本発明は、純鉄に匹敵する高い延性と適度な強度を有する鋼であって、鉄鋼の量産精錬設備を用いて製造することのできる鋼及びその製造方法に関するものである。
鋼の深絞り性向上を主目的として、鋼中のC濃度を極低炭レベルまで低減し、TiやNbを添加して鋼中のC、Nを析出物の形で固定し、固溶の浸入型元素のほとんど存在しない極低炭Alキルド鋼とする技術が知られており、IF鋼(Interstitial atom free steel)と呼ばれている。特許文献1では、炭素濃度を0.007%以下とし、TiとNbを添加することにより、超深絞り性を実現している。また特許文献2では、炭素濃度0.003〜0.017%の鋼にTiを添加するとともに熱延・冷延・焼鈍条件を規定し、冷間プレス加工性の極めて優れた鋼板を実現している。
一方、今日の自動車用構造部材、各種容器類、あるいは建築用鋼材の中で地震エネルギーの吸収部材などにおいては、鋼材に極めて高い延性が求められている。
例えば、DI缶と呼ばれる2ピース缶は、多段絞り加工あるいは深絞り加工後にしごき加工が施されるDI加工など、成形にあたって厳しい加工が行われ、単に耐食性のみならず優れた加工性も素材に要求されている。DI缶の成形加工ではフランジ加工性の良いことが極めて重要視され、その不良率は数10ppm以下に抑える必要がある。DI缶用の鋼板として、アルミに匹敵する加工性を有する鋼板の開発が待たれている。また鋼製缶蓋のEOE性(易開缶性)をアルミ製缶蓋並みに向上させることが期待されている。
鉄鋼材料の中で最も延性が高いのは純鉄であるが、純鉄では工業材料として求められる強度を満たすことができない。また、純鉄は従来の鋼のように量産する工業技術はなく、仮に工業的なプラントを作ったとしても工業材料として市場が求めるコストでは供給できない。そのため、高い延性を求める上記用途に純鉄を用いることはできなかった。

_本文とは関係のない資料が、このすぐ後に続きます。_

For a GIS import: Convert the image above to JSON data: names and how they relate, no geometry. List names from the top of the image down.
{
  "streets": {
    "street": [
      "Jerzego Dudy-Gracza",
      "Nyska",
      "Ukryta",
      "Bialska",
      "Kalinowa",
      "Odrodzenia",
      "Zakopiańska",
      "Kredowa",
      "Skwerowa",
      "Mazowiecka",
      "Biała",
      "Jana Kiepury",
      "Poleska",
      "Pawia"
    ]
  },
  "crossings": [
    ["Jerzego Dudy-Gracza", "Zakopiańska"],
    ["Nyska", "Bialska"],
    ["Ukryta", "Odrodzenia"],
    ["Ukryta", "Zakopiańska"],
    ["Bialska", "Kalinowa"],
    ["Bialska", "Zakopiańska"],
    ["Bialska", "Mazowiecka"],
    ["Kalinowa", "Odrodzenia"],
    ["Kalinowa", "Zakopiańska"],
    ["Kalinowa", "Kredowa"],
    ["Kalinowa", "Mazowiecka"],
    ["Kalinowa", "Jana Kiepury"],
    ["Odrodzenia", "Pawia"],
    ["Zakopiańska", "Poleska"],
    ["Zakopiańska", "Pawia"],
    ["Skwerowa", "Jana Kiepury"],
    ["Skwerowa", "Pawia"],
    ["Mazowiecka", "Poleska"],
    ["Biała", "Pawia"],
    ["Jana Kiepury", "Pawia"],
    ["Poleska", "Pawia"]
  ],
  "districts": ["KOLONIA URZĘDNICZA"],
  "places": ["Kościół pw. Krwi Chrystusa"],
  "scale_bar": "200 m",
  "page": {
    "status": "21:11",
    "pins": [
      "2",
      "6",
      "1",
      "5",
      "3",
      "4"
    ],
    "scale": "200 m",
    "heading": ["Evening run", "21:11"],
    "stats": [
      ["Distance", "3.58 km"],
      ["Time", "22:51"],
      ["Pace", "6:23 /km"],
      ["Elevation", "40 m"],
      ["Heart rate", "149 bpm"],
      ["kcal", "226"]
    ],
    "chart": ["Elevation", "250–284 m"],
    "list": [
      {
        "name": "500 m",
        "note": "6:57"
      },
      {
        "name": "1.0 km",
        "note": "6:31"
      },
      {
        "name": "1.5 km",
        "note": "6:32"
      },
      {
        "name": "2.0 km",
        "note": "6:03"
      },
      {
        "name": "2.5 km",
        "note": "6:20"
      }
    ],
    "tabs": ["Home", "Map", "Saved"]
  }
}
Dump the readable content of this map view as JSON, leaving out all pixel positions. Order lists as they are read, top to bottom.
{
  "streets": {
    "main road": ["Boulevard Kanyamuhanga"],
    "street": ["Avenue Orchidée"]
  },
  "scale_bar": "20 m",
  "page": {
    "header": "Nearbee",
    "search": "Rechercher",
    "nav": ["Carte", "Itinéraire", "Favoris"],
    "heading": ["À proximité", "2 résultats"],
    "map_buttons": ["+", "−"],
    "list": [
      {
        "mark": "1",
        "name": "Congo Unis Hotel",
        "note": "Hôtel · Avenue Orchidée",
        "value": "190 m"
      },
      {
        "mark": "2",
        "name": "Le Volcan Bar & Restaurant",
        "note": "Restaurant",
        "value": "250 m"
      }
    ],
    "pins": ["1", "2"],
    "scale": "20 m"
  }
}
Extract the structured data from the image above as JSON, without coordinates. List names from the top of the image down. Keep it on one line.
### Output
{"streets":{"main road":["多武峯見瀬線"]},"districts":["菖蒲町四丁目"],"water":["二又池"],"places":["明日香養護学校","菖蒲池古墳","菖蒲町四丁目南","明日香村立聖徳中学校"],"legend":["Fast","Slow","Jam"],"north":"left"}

転炉や真空処理容器で精錬された溶鋼中には、多量の溶存酸素が含まれており、この過剰酸素は酸素との親和力が強い強脱酸元素であるAlにより脱酸されるのが一般的である。このため、溶存酸素は全てアルミナ系介在物となり、これが凝集合体して粗大なアルミナクラスターとなる。このアルミナクラスターは、鋼板製造時に表面疵発生の原因となり、薄鋼板の品質を大きく劣化させる。特許文献3に記載の発明では、大気圧下で溶鋼中のC濃度を0.045質量%以上0.07質量%以下に脱炭処理し、続いて減圧下でC濃度を0.005質量%以下、溶存酸素濃度を0.045質量%以下に精錬処理した溶鋼について、Alを添加せずにNbを添加した後、該溶鋼を連続鋳造する。極低炭素鋼においては、溶存酸素濃度を鋳造時にCO気泡が発生しない程度まで減少させることができ、そのためAl脱酸を行わなくても良いため、介在物を殆ど生成させないと共に、脱酸力の極めて弱いNbを添加してCやNを固定することで、薄板用鋼板としての材質をも確保することにある。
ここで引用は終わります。